The petition has been brought because Tottenham claim that Edennote owes them pounds 430,000, which were the costs they incurred as a result of Edennote's unsuccessful action to have Venables restored as the club's chief executive last summer. A court will rule next week exactly how much Edennote has to pay Spurs.
If Edennote is wound up, Tottenham's lawyers, Herbert Smith, are to press for two mortgages guaranteeing debts totalling pounds 1.66m granted last August by Edennote to Venables and to his lawyers, Kanter Jules Grangewood, to be struck off.
Herbert Smith will claim that these were unfair preferences granted by Edennote as they mean that Venables and his lawyers would be paid before other creditors if Edennote was wound up.

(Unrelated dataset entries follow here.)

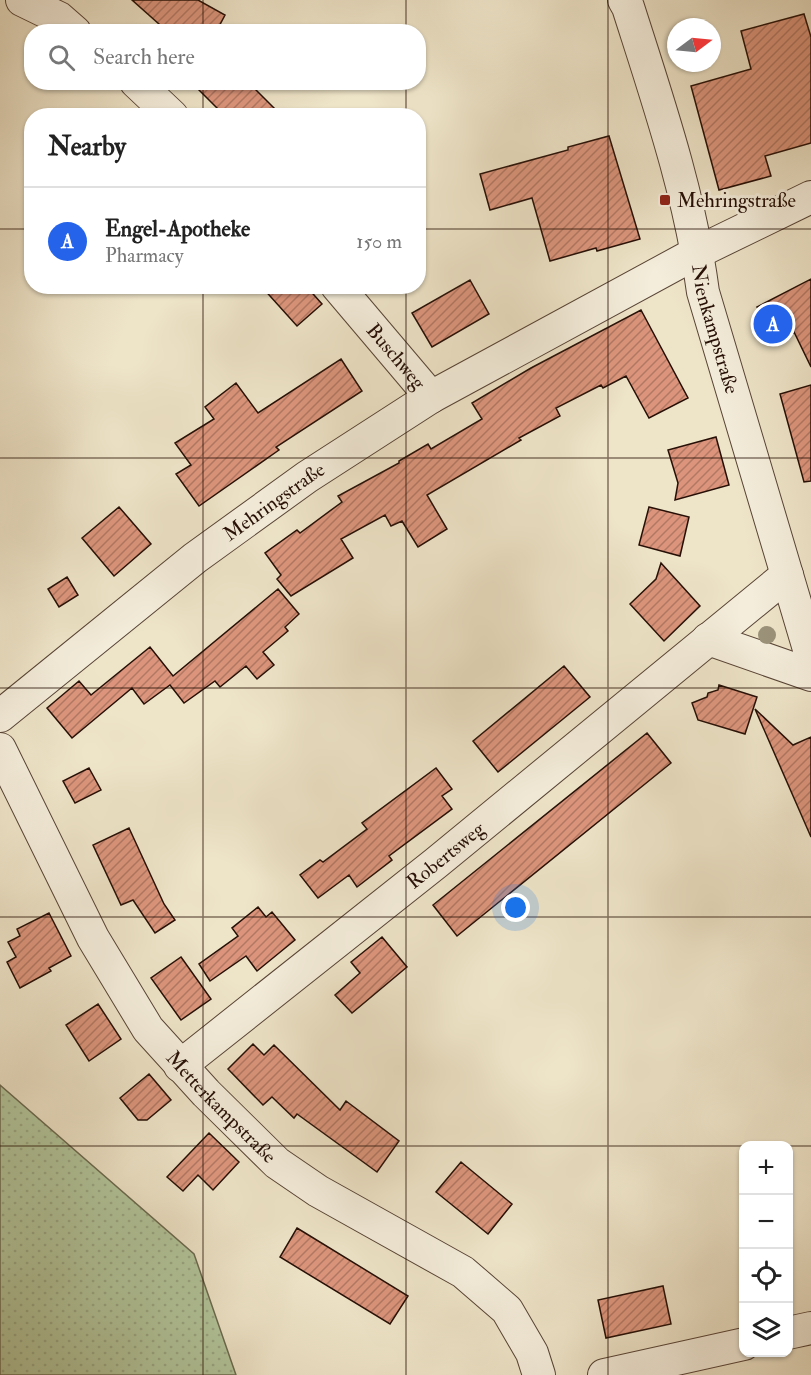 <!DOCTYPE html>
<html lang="en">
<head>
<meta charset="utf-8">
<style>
  body { margin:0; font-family:"IM FELL Double Pica",serif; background:#f6f6f6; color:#222 }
  .controls { position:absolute; right:18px; bottom:18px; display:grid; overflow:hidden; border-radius:12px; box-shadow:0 2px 4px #0004 }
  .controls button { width:54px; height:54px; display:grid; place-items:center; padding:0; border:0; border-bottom:2px solid #e0e0e0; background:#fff; color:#222; font:30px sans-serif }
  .compass { position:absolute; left:667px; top:18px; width:54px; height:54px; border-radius:50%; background:#fff; box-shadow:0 2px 4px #0004; rotate:74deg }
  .you { position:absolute; left:516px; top:908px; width:21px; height:21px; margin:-15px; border:4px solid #fff; border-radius:50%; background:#1a73e8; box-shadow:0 0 0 9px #1a73e833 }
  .badge { display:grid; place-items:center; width:39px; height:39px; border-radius:50%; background:#2563eb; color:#fff; font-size:20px; font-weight:700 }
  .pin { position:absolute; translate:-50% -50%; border:3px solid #fff; box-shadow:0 2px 6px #0006 }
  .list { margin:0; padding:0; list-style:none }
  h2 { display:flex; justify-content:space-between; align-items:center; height:78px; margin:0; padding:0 24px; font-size:26px }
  h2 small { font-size:20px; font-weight:400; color:#767676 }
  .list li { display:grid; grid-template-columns:39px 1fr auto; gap:18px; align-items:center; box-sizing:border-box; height:108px; padding:0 24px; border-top:2px solid #e0e0e0 }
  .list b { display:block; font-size:22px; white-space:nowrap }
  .list p { margin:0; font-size:20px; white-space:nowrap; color:#767676 }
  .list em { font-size:20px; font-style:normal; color:#767676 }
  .icon { flex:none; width:33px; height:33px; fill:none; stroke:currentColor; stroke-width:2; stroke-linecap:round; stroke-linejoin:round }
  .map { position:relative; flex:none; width:811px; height:1375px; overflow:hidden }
  .search { position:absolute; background:#fff; box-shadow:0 2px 4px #0004; left:24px; top:24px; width:402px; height:66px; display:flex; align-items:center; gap:15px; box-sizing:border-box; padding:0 21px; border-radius:24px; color:#767676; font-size:22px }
  .panel { position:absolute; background:#fff; box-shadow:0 2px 4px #0004; left:24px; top:108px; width:402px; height:186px; border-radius:24px }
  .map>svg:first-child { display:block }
</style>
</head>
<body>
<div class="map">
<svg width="811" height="1375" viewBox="0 0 811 1375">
  <defs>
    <pattern id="garden-dots" width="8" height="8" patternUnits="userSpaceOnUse" patternTransform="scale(1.5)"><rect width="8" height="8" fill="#b2c59b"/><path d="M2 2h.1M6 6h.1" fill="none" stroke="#99a884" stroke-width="1.8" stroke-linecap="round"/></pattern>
    <pattern id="building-hatch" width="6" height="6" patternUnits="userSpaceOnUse" patternTransform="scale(1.5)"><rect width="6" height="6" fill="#dc957c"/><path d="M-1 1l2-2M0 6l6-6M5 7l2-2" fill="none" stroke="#b27864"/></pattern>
  </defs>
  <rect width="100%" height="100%" fill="#eee4c8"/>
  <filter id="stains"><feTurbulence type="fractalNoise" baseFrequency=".00333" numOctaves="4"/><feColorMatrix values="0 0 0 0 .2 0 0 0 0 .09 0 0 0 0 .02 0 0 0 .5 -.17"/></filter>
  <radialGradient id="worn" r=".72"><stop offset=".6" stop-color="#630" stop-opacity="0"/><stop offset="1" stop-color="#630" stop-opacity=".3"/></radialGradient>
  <path fill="url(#garden-dots)" stroke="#6c6a50" stroke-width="1.5" d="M0,1085L194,1254L236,1375H0Z"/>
  <path fill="url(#building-hatch)" stroke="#260f06" stroke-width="1.5" d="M132,0H198L225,15L216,32H168Z
    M804,14L811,37V143L765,156L771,176L719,190L691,86L751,69L741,31Z
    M191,82H248L282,116H225Z
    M609,136L640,239L597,251L596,248L550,261L532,198L490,210L480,174L568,150V147Z
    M811,279V367L794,332L775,342L757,307Z
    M470,280L489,314L432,347L412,313Z
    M261,286H306L322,304L297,326Z
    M641,310L688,398L649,418L626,376L603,388L601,385L556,408L560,416L519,438L521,440L427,495L447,529L418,547L402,521L391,526L385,515L341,539L353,558L291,596L277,579L281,575L265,553L297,530L300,533L342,502L338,496L399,463V461L428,444L431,449L482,419L472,403L531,368Z
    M341,359L362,391L276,447L279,450L199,506L176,474L191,465L175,443L214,419L205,407L236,383L258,413Z
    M811,385V481L804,482L780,394Z
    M716,437L729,485L675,500L678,483L668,450Z
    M119,507L151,544L114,576L82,538Z
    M649,507L689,517L680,556L639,545Z
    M661,563L700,606L664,641L630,604L656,579Z
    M67,577L78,595L59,607L48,589Z
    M278,589L299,614L285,627L288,631L263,652L274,665L257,679L246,666L220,687L215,681L184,703L170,685L144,704L132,688L72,738L47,708L79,681L91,695L150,647L173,676Z
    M564,666L590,697L498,772L473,741Z
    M719,685L757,697L745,734L698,720L692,703L707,697L708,693L718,690Z
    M755,709L793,745L811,737V837Z
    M647,733L671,763L457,936L433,905Z
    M89,768L101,790L75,803L63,781Z
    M436,768L452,789L442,796L452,809L389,856L392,860L357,887L349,875L318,898L300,875L320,860L323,862L367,829L362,823Z
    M129,828L164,904L175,920L155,933L133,900L121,905L93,845Z
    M258,907L266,917L272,912L295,940L257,971L246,956L210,981L199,964L238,936L232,928Z
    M49,913L71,956L49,968L51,971L20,988L7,962L16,957L8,942L20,936L17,929Z
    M382,937L407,967L352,1013L335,995L360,973L351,962Z
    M181,957L211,999L181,1020L151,978Z
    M98,1004L121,1039L89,1061L66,1025Z
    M253,1044L264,1055L274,1045L340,1110L346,1101L399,1141L377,1172L297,1114L294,1118L272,1097L263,1105L228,1069Z
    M149,1074L171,1100L147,1120H138L120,1098Z
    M209,1133L239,1162L213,1190L198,1175L183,1191L167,1177Z
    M461,1162L512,1204L488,1234L436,1192Z
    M297,1228L408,1296L390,1324L280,1257Z
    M663,1286L671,1324L606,1338L598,1300Z"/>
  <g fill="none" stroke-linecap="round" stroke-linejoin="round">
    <g stroke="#584436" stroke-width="34">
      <g id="minor">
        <path d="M22,0L59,18L75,32"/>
        <path id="s1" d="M624,0L628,7C658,101 690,194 703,292L811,656"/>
        <path d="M136,82L172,116"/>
        <path id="s2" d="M337,286L431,397"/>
        <path d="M708,639L811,675"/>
        <path id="s3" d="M0,716L195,558L307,477L431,397L698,252L811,197"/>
        <path id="s4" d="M0,749L93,938L148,1029L206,1093L277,1163L318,1191L463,1272L507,1310L532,1353L539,1375"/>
        <path id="s5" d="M180,1066L436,863L787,575"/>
        <path d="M788,1333L811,1328"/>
        <path d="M604,1375L744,1344"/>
      </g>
    </g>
    <use href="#minor" stroke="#f4eddb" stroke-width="32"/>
  </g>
  <circle fill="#9b927a" cx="767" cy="635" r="9"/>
  <path fill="none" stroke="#260f06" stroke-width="1.5" stroke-opacity="0.55" d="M203,0V32M406,0V32M608,0V1375M203,82V116M406,82V116M0,229H32M418,229H811M203,286V1375M406,286V1375M0,458H811M0,688H811M0,917H811M0,1146H744M788,1146H811"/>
  <rect fill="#8f2418" stroke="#f4eddb" stroke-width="2" x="659" y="194" width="12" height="12" rx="3"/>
  <g text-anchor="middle" stroke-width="6" stroke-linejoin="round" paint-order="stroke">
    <g font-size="20" fill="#260f06" stroke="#f4eddb" text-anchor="start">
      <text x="677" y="207">Mehringstraße</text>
    </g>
    <g font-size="20" fill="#260f06" stroke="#f4eddb">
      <text dy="7" stroke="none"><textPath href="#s1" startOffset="342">Nienkampstraße</textPath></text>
      <text dy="7" stroke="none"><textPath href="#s2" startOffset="92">Buschweg</textPath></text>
      <text dy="7" stroke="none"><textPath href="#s3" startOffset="348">Mehringstraße</textPath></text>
      <text dy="7" stroke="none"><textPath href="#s5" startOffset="339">Robertsweg</textPath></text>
      <text dy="7" stroke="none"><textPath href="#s4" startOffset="424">Metterkampstraße</textPath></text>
    </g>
  </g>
  <rect width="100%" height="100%" filter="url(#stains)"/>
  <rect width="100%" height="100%" fill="url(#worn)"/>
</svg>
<div class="controls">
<button>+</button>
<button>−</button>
<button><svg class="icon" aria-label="locate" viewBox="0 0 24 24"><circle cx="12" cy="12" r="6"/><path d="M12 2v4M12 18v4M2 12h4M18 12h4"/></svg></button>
<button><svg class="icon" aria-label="layers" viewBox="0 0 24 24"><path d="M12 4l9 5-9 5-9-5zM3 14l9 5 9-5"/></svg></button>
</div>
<svg class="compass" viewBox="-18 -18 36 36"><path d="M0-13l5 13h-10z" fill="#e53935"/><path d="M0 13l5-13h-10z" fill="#767676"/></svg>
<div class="you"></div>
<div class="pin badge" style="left:773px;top:324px">A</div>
<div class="search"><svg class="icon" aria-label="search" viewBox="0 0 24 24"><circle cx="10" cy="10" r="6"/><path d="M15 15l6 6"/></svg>Search here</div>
<section class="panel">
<h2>Nearby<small></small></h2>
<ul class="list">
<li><span class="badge">A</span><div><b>Engel-Apotheke</b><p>Pharmacy</p></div><em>150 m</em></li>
</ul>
</section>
</div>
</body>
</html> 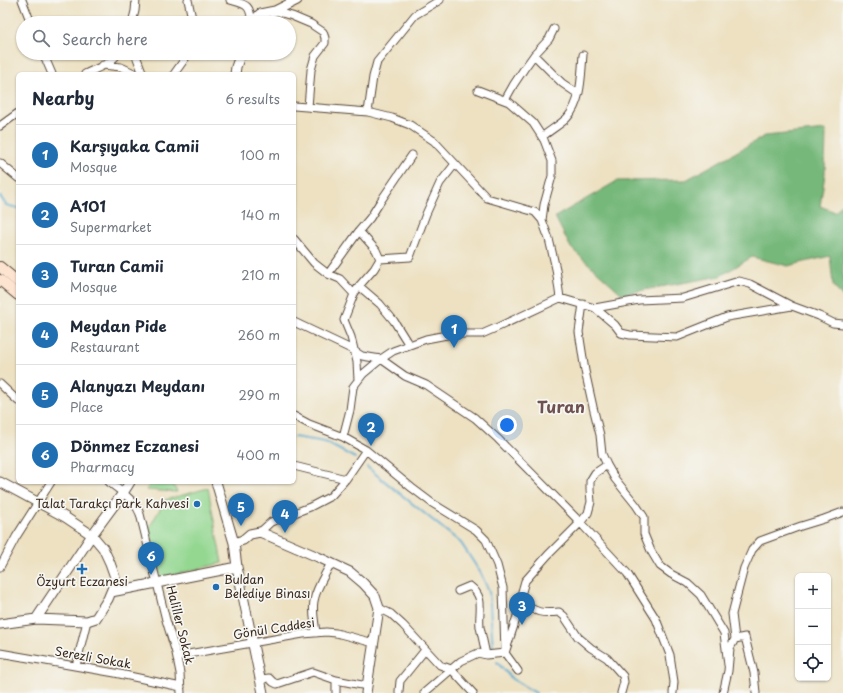 <!DOCTYPE html>
<html lang="en">
<head>
<meta charset="utf-8">
<style>
  body { margin:0; font-family:"Playpen Sans",sans-serif; background:#f2f2f3; color:#1f2937 }
  .controls { position:absolute; right:12px; bottom:12px; display:grid; overflow:hidden; border-radius:6px; box-shadow:0 1px 3px #0004 }
  .controls button { width:36px; height:36px; display:grid; place-items:center; padding:0; border:0; border-bottom:1px solid #e0e1e3; background:#fff; color:#1f2937; font:20px sans-serif }
  .you { position:absolute; left:507px; top:425px; width:14px; height:14px; margin:-10px; border:3px solid #fff; border-radius:50%; background:#1a73e8; box-shadow:0 0 0 6px #1a73e833 }
  .badge { display:grid; place-items:center; width:26px; height:26px; border-radius:50%; background:#1f6fb2; color:#fff; font-size:13px; font-weight:700 }
  .pin { position:absolute; translate:-50% -33px; filter:drop-shadow(0 1px 2px #0008) }
  .pin::after { content:''; position:absolute; top:21px; width:14px; height:12px; background:inherit; clip-path:polygon(0 0,100% 0,50% 100%) }
  .list { margin:0; padding:0; list-style:none }
  h2 { display:flex; justify-content:space-between; align-items:center; height:52px; margin:0; padding:0 16px; font-size:17px }
  h2 small { font-size:13px; font-weight:400; color:#747a83 }
  .list li { display:grid; grid-template-columns:26px 1fr auto; gap:12px; align-items:center; box-sizing:border-box; height:60px; padding:0 16px; border-top:1px solid #e0e1e3 }
  .list b { display:block; font-size:15px; white-space:nowrap }
  .list p { margin:0; font-size:13px; white-space:nowrap; color:#747a83 }
  .list em { font-size:13px; font-style:normal; color:#747a83 }
  .icon { flex:none; width:22px; height:22px; fill:none; stroke:currentColor; stroke-width:2; stroke-linecap:round; stroke-linejoin:round }
  .map { position:relative; flex:none; width:843px; height:693px; overflow:hidden }
  .search { position:absolute; background:#fff; box-shadow:0 1px 3px #0004; left:16px; top:16px; width:280px; height:44px; display:flex; align-items:center; gap:10px; box-sizing:border-box; padding:0 14px; border-radius:22px; color:#747a83; font-size:15px }
  .panel { position:absolute; background:#fff; box-shadow:0 1px 3px #0004; left:16px; top:72px; width:280px; height:412px; border-radius:6px }
  .map>svg:first-child { display:block }
  .green { fill:#93d790; stroke:#678057 }
  .forest { fill:#76b87a; stroke:#58714c }
  .lines { fill:none; stroke-linecap:round; stroke-linejoin:round }
  .stream { stroke:#50a6cc; stroke-width:2 }
  .minor-casing { stroke:#564537; stroke-width:9 }
  .tertiary-casing { stroke:#564537; stroke-width:11 }
  .secondary-casing { stroke:#564537; stroke-width:12 }
  .minor { stroke:#fff; stroke-width:7 }
  .tertiary { stroke:#fff; stroke-width:9 }
  .secondary { stroke:#fde4d1; stroke-width:10 }
  .poi-dot { fill:#1f6fb2; stroke:#f6f6f2; stroke-width:1.5 }
  .labels { text-anchor:middle; stroke-width:3.5; stroke-linejoin:round; paint-order:stroke }
  .poi-label { font-size:12px; fill:#3b2a1e; stroke:#f6f6f2; text-anchor:end }
  .street-label { font-size:12px; fill:#3b2a1e; stroke:#f6f6f2 }
  .district-label { font-size:16px; font-weight:bold; fill:#6e5151; stroke:#f6f6f2 }
</style>
</head>
<body>
<div class="map">
<svg width="843" height="693" viewBox="0 0 843 693">
  <rect width="100%" height="100%" fill="#f6f6f2"/>
  <filter id="ink" filterUnits="userSpaceOnUse"><feTurbulence type="fractalNoise" baseFrequency=".025" numOctaves="2"/><feDisplacementMap in="SourceGraphic" scale="8" xChannelSelector="R" yChannelSelector="G"/><feConvolveMatrix kernelMatrix="1 2 1 2 8 2 1 2 1" color-interpolation-filters="sRGB"/></filter>
  <filter id="wash" filterUnits="userSpaceOnUse"><feTurbulence type="fractalNoise" baseFrequency=".012" numOctaves="4" result="noise"/><feDisplacementMap in="SourceGraphic" scale="16" xChannelSelector="R" yChannelSelector="G"/><feGaussianBlur stdDeviation="0.9" result="paint"/><feColorMatrix in="noise" values="0 0 0 0 0 0 0 0 0 0 0 0 0 0 0 0 0 1.4 0 .05"/><feComposite in="paint" operator="in"/></filter>
  <g filter="url(#wash)">
    <rect width="100%" height="100%" fill="#ede1c2"/>
    <!-- green -->
    <path class="green" d="M151,482h21l5,10 -31,-2z
      M208,488l14,75 -61,15 -12,-50 16,-28z"/>
    <!-- forest -->
    <path class="forest" d="M826,130l-1,44 -5,32 15,6 8,-9v95l-10,-13 -3,-29 -42,10 -36,-9 -32,19 -98,18 -51,-46 -16,-31 62,-36 69,-1 79,-44z"/>
    <g class="lines">
      <!-- stream -->
      <path class="stream" d="M0,196l6,9 12,3
        M294,437l31,5 30,16
        M367,467l94,76 19,29 9,19 4,58
        M497,662l15,17 24,14"/>
    </g>
  </g>
  <g filter="url(#ink)">
    <g class="lines">
      <defs>
        <path id="minor" d="M22,0l9,23
          M188,0l5,23
          M230,0c17,5 20,4 22,23
          M275,11l17,5 19,8 12,8 2,6v5l-10,13 -4,14 -3,37
          M132,23l3,-12 1,-11
          M43,53l9,21
          M135,53l8,21
          M534,55l28,28 16,11
          M103,65l18,2 15,7
          M85,74c10,-5 28,-11 33,-21
          M174,74l15,-21
          M478,90l31,12 24,21 11,17 8,21v15l-8,29 -2,15
          M505,100l9,-16 10,-15 10,-14 15,-16 5,-10
          M294,106l74,6 24,6 18,7 24,16 53,57 48,14 7,8 7,19 7,30 4,29
          M368,112l5,-35 4,-15 38,-47 25,-15
          M0,126l18,-13
          M542,137c7,-6 19,-13 25,-19 15,-17 14,-42 16,-63
          M0,163l18,15
          M294,239l20,24 14,11 12,5 14,15
          M380,259l30,-2 16,-43 14,-31 15,-19
          M328,274l31,-43 11,-13 10,-16 32,-47
          M359,286l21,18 14,17 15,24
          M583,304l-4,28 6,39 8,36 7,28 2,19 5,11 8,14 21,26 8,12v17l7,17 9,15 11,8 17,9 13,12 23,38 4,32
          M595,308l20,17 6,8 9,2 47,2 50,-20 65,-11
          M294,322l57,27 11,7 19,3 24,17 21,9 49,33 23,21 78,79 51,55 29,46 14,36 4,27 -1,11
          M358,380l-1,-18 -6,-25 -7,-17 10,-26 5,-8 15,-17 6,-10 -4,-9 -17,-19
          M0,384l18,17
          M294,416l15,8 34,13 23,13 46,38 20,15 44,27 10,10 11,25 6,23 2,65 13,18
          M343,437l7,-27 3,-23 10,-13 18,-15 12,-8 33,-12 26,-5h30l16,-7 62,-29 35,10 44,-8 44,-2 56,-17 11,3 42,22 27,10 14,7 10,1
          M294,466l52,13
          M109,482c11,9 26,18 31,32l26,106 10,33 4,20 1,20
          M260,532l11,-10 39,-15 21,-11 15,-17 20,-29
          M0,567l16,-30 35,-55
          M458,591l12,-5c16,12 8,25 10,41 2,9 4,18 6,28
          M520,602c17,10 19,12 39,10l5,4 14,21 13,11 16,10 16,18 1,6 -3,11
          M379,608l12,6 12,11 37,40 11,4 22,24
          M316,633c-1,-10 -4,-21 -2,-32 2,-13 11,-26 17,-38
          M735,639l-3,-25 12,-46 8,-18 8,-9 41,-15 23,-7 19,-7
          M0,653l115,20 66,14
          M177,656l126,-22 23,-2 10,1 38,10
          M76,666l11,-45
          M261,679l8,-1 4,4 4,2 36,-12 23,8 31,6
          M336,693v-13
          M399,693v-2l1,-10 25,-31
          M424,693l37,-32 17,-8 8,2 19,-2 14,-43 2,-15 4,-14 23,-26 32,-32 8,-10 3,-11 -1,-12v-9l5,-8 12,-8
          M723,693l5,-22 2,-23 5,-9 10,-2 9,36 2,20"/>
        <path id="tertiary" d="M252,23l8,-9 15,-3 22,-11
          M235,74l1,-7 5,-14
          M0,482l65,35 27,18 11,13 7,15 6,17 -8,19 -12,19 -9,3 -51,-2 -36,5
          M216,482l18,61 3,24 26,126
          M234,543l9,-3 7,-6 10,-2 58,25 32,15 13,11 12,13 4,12 -13,85
          M111,592l126,-25
          M36,619l56,-84 31,-42 7,-11"/>
        <path id="secondary" d="M0,267l18,15
          M0,280l18,15"/>
      </defs>
      <!-- minor casing -->
      <use href="#minor" class="minor-casing"/>
      <!-- tertiary casing -->
      <use href="#tertiary" class="tertiary-casing"/>
      <!-- secondary casing -->
      <use href="#secondary" class="secondary-casing"/>
      <!-- minor -->
      <use href="#minor" class="minor"/>
      <!-- tertiary -->
      <use href="#tertiary" class="tertiary"/>
      <!-- secondary -->
      <use href="#secondary" class="secondary"/>
    </g>
  </g>
  <!-- markers -->
  <g class="poi-dot">
    <circle cx="197" cy="504" r="4"/>
    <path d="M80 563h4v4h4v4h-4v4h-4v-4h-4v-4h4z"/>
    <circle cx="216" cy="587" r="4"/>
  </g>
  <g class="labels">
    <!-- poi labels -->
    <g class="poi-label">
      <text x="189" y="508">Talat Tarakçı Park Kahvesi</text>
      <text x="224" y="584" text-anchor="start">Buldan<tspan x="224" dy="14">Belediye Binası</tspan></text>
      <text x="82" y="586" text-anchor="middle">Özyurt Eczanesi</text>
    </g>
    <!-- street labels -->
    <g class="street-label">
      <text transform="translate(180 625) rotate(76)" y="4">Haliller Sokak</text>
      <text transform="translate(274 629) rotate(-9)" y="4">Gönül Caddesi</text>
      <text transform="translate(93 658) rotate(10)" y="4">Serezli Sokak</text>
    </g>
    <!-- district labels -->
    <g class="district-label">
      <text x="561" y="413">Turan</text>
    </g>
  </g>
</svg>
<div class="controls">
<button>+</button>
<button>−</button>
<button><svg class="icon" aria-label="locate" viewBox="0 0 24 24"><circle cx="12" cy="12" r="6"/><path d="M12 2v4M12 18v4M2 12h4M18 12h4"/></svg></button>
</div>
<div class="you"></div>
<div class="pin badge" style="left:454px;top:348px">1</div>
<div class="pin badge" style="left:371px;top:446px">2</div>
<div class="pin badge" style="left:522px;top:625px">3</div>
<div class="pin badge" style="left:285px;top:533px">4</div>
<div class="pin badge" style="left:241px;top:526px">5</div>
<div class="pin badge" style="left:151px;top:575px">6</div>
<div class="search"><svg class="icon" aria-label="search" viewBox="0 0 24 24"><circle cx="10" cy="10" r="6"/><path d="M15 15l6 6"/></svg>Search here</div>
<section class="panel">
<h2>Nearby<small>6 results</small></h2>
<ul class="list">
<li><span class="badge">1</span><div><b>Karşıyaka Camii</b><p>Mosque</p></div><em>100 m</em></li>
<li><span class="badge">2</span><div><b>A101</b><p>Supermarket</p></div><em>140 m</em></li>
<li><span class="badge">3</span><div><b>Turan Camii</b><p>Mosque</p></div><em>210 m</em></li>
<li><span class="badge">4</span><div><b>Meydan Pide</b><p>Restaurant</p></div><em>260 m</em></li>
<li><span class="badge">5</span><div><b>Alanyazı Meydanı</b><p>Place</p></div><em>290 m</em></li>
<li><span class="badge">6</span><div><b>Dönmez Eczanesi</b><p>Pharmacy</p></div><em>400 m</em></li>
</ul>
</section>
</div>
</body>
</html>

Venables is one of only two remaining directors of Edennote. The other is his wife, Yvette.
The winding up of Edennote could increase the chances of Venables being disqualified as a director of limited companies. Such a move could conceivably make it difficult for him to perform the tasks of England manager. The Football Association still seems likely to offer Venables the post, although an announcement has been delayed.
The FA is a limited company and the Insolvency Act states that a disqualified director cannot 'in any way be involved directly or indirectly in the promotion, formation or management of a company' and defines management as 'having influence over the internal or external affairs of the company'. In that situation, the FA may have to ask the court for a ruling on whether Venables' duties as England manager would breach the law.
Liquidators to another group of which Venables was a director are to look into an unusual transaction by which Edennote borrowed pounds 1m from Landhurst Leasing, a financial group now in receivership and the subject of a Serious Fraud Office enquiry. The loan was raised on the security of only pounds 87,420 of assets owned by a third company, Tranatlantic Inns, of which Venables had been a director. Transatlantic Inns collapsed last year.
Recallcity, another company of which Venables was a director, was wound up last month. A third company, Scribes West, which owns the Kensington bar managed by Venables and his wife, was saved from a winding-up petition yesterday in a last-minute deal with a creditor owed pounds 130,000.
The liquidators of companies which collapse are required by law to make a report to the Department of Trade and Industry into the conduct of the directors and management of a company. If they believe the directors have acted incorrectly, they can recommend disqualification.